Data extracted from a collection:
==============================
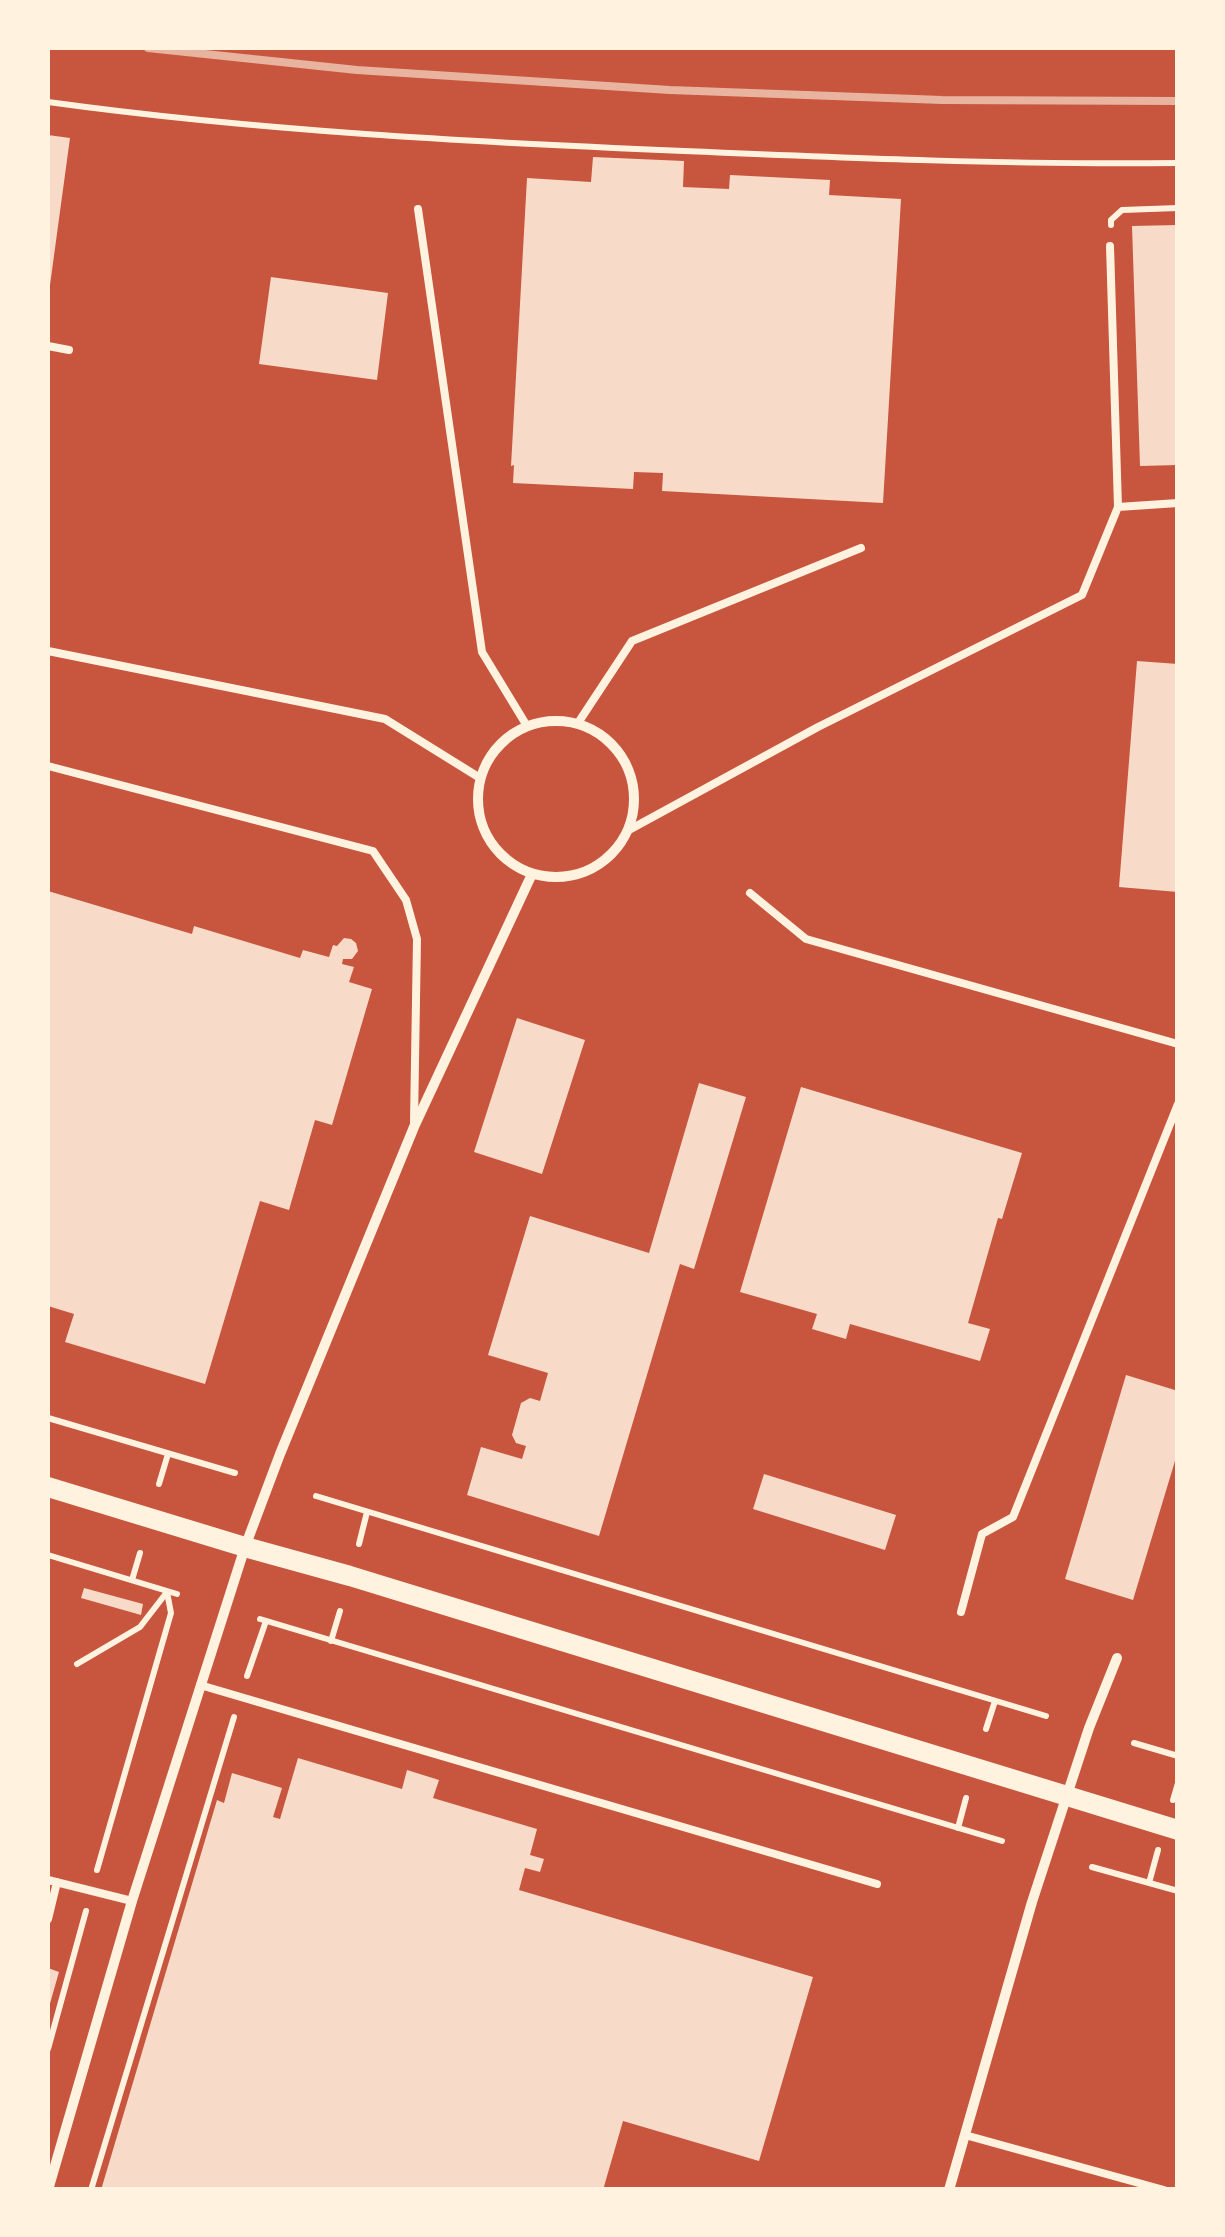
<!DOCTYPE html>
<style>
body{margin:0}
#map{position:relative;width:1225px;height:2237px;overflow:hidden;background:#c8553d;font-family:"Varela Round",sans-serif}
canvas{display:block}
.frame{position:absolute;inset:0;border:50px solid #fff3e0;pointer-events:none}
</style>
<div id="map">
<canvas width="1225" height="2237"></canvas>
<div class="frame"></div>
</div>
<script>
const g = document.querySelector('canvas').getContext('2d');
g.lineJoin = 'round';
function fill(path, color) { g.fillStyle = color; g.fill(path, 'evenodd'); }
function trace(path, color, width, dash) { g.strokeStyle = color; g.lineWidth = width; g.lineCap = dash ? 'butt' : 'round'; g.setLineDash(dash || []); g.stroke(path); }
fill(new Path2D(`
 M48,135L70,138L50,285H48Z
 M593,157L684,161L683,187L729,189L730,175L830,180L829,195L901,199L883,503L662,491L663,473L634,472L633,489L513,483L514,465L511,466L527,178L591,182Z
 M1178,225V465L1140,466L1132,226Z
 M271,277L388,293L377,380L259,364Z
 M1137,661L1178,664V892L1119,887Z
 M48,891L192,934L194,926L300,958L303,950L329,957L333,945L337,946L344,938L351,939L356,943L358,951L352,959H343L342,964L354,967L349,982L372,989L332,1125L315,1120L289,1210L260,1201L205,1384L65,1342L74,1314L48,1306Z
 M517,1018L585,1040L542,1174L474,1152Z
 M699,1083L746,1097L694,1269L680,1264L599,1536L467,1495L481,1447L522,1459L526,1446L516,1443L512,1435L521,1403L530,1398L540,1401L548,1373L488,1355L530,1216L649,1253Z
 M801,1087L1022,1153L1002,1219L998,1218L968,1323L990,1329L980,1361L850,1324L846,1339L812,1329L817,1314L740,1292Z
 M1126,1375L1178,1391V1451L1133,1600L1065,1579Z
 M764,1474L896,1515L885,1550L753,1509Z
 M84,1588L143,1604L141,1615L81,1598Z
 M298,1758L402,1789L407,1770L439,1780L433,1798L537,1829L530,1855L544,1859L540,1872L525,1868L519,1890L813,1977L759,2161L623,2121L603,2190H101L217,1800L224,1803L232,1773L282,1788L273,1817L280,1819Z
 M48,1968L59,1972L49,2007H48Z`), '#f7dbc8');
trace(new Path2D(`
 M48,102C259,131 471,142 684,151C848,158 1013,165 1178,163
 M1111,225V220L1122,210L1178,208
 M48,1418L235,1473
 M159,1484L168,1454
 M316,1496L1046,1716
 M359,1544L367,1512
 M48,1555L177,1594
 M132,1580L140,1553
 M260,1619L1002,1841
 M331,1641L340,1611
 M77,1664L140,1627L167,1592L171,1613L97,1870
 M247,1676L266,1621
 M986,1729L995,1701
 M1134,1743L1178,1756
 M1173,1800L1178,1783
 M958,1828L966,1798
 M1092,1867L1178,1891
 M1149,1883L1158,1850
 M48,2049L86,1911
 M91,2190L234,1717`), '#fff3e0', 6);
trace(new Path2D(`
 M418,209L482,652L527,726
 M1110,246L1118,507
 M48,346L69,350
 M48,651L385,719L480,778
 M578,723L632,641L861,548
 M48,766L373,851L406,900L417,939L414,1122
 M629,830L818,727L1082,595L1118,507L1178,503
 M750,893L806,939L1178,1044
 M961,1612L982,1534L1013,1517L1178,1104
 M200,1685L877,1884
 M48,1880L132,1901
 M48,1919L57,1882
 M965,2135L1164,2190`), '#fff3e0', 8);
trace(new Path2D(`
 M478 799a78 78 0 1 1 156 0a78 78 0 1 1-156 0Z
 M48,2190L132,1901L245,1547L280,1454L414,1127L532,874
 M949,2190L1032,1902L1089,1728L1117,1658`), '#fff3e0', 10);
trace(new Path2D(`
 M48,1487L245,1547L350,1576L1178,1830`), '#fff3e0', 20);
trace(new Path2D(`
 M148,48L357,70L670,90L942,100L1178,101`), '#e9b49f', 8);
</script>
==============================
Task item:
Please count the lines above that contain the string "canvas" and reply with the number alone.

Exercise result:
3